* PROBLEM REQUIREMENTS: Scan the entries below for "display" and copy each line that holds it.

■ ■ ■

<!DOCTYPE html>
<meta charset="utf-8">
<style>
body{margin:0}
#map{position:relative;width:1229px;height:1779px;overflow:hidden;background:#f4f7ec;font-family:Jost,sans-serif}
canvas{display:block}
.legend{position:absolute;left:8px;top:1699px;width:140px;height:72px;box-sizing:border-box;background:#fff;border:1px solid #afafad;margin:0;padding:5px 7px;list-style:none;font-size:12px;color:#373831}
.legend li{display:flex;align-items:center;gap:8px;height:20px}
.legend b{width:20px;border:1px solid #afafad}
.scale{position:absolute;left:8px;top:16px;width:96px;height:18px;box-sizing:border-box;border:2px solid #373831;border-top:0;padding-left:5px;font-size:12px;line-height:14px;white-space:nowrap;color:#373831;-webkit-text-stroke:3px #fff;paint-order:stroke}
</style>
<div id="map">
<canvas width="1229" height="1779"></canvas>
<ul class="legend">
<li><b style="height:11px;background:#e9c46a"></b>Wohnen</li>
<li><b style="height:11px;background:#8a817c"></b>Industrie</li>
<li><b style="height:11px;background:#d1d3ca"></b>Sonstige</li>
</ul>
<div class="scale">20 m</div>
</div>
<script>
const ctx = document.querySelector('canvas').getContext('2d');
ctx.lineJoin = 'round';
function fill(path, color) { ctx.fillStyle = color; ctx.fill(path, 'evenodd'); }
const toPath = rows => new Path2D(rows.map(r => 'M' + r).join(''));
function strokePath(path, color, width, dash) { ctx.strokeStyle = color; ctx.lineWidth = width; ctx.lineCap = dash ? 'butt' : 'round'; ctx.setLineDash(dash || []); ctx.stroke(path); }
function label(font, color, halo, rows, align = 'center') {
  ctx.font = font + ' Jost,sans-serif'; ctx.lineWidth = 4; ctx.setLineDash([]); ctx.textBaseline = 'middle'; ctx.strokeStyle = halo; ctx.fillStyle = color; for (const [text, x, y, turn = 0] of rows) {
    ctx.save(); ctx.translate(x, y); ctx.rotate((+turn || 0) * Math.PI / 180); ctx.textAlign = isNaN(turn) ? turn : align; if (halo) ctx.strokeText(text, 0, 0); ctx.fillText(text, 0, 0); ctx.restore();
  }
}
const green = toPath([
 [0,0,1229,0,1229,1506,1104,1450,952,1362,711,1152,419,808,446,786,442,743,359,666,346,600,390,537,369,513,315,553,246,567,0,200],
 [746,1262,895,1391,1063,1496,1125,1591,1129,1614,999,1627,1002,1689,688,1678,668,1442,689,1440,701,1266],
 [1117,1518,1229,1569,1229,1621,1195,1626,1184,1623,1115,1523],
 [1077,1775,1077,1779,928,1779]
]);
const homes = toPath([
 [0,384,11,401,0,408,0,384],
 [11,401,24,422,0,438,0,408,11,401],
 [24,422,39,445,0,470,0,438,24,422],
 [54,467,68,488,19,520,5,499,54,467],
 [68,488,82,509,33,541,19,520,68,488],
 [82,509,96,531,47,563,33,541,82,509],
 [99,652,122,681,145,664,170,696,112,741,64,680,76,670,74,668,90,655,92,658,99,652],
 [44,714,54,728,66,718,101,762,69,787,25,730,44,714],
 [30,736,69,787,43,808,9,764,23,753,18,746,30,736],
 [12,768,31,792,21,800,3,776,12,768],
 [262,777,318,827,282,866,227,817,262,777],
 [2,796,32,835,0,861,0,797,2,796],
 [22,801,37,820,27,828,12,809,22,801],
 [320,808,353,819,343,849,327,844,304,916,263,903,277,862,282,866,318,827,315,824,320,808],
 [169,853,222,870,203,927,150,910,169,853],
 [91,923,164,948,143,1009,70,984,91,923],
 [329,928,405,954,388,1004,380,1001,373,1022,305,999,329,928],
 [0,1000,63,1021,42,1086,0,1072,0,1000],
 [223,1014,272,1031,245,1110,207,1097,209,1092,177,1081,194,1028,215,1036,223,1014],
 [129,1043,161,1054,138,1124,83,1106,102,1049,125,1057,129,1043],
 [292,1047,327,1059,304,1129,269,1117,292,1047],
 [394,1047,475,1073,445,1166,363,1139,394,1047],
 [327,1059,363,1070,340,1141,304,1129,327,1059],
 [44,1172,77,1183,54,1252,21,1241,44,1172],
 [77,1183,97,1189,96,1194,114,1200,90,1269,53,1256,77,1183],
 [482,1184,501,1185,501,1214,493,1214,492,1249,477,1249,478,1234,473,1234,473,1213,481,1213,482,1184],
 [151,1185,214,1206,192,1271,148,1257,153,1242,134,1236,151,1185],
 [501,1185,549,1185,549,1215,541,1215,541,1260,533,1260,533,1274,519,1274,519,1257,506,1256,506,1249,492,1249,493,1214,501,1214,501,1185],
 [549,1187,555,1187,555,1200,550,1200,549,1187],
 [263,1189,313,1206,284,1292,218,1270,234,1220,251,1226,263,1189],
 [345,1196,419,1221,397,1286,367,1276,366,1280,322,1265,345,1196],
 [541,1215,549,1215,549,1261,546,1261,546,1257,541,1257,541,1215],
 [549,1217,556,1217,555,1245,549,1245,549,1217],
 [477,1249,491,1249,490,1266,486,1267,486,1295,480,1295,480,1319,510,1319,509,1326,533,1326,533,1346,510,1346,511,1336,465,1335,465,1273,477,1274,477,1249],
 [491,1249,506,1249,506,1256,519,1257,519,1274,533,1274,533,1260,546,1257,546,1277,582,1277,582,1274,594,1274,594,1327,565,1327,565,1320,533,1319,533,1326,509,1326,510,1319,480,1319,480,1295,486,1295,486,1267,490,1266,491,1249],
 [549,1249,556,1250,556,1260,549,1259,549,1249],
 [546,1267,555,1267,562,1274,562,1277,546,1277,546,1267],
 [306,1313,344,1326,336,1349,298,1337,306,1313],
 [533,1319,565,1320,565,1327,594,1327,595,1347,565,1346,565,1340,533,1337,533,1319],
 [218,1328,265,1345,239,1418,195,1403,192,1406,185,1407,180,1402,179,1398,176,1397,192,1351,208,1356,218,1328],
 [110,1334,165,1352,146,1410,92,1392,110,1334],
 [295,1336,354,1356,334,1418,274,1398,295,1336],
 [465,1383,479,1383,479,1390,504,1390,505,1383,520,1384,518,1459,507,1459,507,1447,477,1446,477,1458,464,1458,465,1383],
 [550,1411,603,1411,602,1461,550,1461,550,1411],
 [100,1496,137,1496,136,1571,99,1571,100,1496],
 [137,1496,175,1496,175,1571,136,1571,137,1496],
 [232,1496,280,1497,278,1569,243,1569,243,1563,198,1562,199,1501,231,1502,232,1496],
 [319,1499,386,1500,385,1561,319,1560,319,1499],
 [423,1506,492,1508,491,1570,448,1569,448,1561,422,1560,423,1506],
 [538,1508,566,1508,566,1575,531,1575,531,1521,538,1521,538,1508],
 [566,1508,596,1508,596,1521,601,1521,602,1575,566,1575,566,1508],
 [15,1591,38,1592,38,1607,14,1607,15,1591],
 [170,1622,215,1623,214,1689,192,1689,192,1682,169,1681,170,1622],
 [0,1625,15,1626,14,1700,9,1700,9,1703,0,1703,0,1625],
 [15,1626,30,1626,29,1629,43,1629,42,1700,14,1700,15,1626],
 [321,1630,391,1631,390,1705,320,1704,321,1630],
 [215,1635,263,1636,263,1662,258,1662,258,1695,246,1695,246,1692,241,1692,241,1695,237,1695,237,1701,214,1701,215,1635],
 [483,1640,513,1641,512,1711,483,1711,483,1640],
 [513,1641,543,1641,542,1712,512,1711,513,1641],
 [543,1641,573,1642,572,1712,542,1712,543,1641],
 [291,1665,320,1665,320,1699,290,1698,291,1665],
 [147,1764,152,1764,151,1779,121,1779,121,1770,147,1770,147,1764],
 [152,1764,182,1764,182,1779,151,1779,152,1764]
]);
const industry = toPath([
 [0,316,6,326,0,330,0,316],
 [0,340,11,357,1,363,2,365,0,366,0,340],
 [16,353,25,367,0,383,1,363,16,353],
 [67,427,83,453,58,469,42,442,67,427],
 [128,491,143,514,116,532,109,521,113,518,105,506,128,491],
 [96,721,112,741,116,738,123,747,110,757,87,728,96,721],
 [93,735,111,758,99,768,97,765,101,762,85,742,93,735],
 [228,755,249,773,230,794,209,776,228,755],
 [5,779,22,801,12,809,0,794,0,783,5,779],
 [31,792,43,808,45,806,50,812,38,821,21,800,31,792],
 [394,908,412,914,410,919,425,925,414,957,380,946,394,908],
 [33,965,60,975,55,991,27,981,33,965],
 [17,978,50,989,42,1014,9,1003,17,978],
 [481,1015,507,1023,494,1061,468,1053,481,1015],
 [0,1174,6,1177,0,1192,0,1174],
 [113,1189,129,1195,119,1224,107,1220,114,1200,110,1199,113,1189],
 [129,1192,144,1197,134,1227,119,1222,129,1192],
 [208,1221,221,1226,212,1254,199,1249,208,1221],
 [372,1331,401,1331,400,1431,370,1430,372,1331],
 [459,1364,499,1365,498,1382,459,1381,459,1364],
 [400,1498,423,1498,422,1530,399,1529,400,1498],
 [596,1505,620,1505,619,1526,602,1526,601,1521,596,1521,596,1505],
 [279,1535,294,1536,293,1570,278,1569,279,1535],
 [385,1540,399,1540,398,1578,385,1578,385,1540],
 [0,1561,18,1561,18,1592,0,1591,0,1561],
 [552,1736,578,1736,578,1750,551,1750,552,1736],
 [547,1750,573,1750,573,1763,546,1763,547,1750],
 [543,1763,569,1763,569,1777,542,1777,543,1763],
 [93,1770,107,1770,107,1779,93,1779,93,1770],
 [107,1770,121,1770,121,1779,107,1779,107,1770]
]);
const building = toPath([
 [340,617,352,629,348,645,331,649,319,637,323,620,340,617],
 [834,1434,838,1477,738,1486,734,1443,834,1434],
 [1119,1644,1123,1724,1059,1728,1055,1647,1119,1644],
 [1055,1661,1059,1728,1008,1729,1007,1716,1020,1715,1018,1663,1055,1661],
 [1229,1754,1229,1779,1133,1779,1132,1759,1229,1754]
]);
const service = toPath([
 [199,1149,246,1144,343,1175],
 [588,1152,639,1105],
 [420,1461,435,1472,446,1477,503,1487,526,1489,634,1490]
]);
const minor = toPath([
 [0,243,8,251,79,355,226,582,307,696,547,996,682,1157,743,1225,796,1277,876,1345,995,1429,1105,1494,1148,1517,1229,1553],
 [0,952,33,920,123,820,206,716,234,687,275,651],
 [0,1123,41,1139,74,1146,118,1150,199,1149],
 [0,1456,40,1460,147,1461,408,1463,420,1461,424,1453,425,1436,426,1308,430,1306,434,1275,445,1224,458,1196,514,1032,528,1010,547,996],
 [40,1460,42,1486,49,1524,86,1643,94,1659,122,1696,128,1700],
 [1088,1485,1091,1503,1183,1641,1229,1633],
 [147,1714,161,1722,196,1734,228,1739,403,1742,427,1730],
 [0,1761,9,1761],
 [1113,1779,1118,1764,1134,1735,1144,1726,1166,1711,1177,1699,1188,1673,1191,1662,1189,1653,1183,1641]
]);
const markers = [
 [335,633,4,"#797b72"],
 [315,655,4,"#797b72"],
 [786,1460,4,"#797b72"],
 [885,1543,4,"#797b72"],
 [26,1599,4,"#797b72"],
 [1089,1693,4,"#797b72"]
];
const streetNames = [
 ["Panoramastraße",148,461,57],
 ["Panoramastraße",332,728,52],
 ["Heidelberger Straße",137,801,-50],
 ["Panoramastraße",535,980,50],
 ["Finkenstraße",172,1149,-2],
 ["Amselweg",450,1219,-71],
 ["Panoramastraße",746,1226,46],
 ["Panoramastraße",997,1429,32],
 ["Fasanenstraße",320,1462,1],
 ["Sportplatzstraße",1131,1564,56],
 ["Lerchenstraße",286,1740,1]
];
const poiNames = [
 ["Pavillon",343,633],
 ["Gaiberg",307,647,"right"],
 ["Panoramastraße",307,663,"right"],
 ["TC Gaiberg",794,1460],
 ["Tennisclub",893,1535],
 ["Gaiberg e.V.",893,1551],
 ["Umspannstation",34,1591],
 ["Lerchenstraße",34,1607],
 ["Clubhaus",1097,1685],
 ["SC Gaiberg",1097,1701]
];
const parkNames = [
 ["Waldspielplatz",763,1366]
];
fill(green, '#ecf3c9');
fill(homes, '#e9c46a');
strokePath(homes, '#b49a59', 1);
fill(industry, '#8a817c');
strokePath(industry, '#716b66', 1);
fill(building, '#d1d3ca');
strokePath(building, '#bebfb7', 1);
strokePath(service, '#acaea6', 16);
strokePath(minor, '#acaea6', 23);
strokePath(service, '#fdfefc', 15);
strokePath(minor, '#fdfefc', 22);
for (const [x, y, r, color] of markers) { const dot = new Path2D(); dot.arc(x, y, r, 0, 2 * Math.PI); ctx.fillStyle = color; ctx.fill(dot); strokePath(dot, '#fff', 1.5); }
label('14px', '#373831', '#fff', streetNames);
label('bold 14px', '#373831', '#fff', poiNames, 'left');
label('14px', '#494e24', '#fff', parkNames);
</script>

■ ■ ■

* WRITTEN SOLUTION:
canvas{display:block}
.legend li{display:flex;align-items:center;gap:8px;height:20px}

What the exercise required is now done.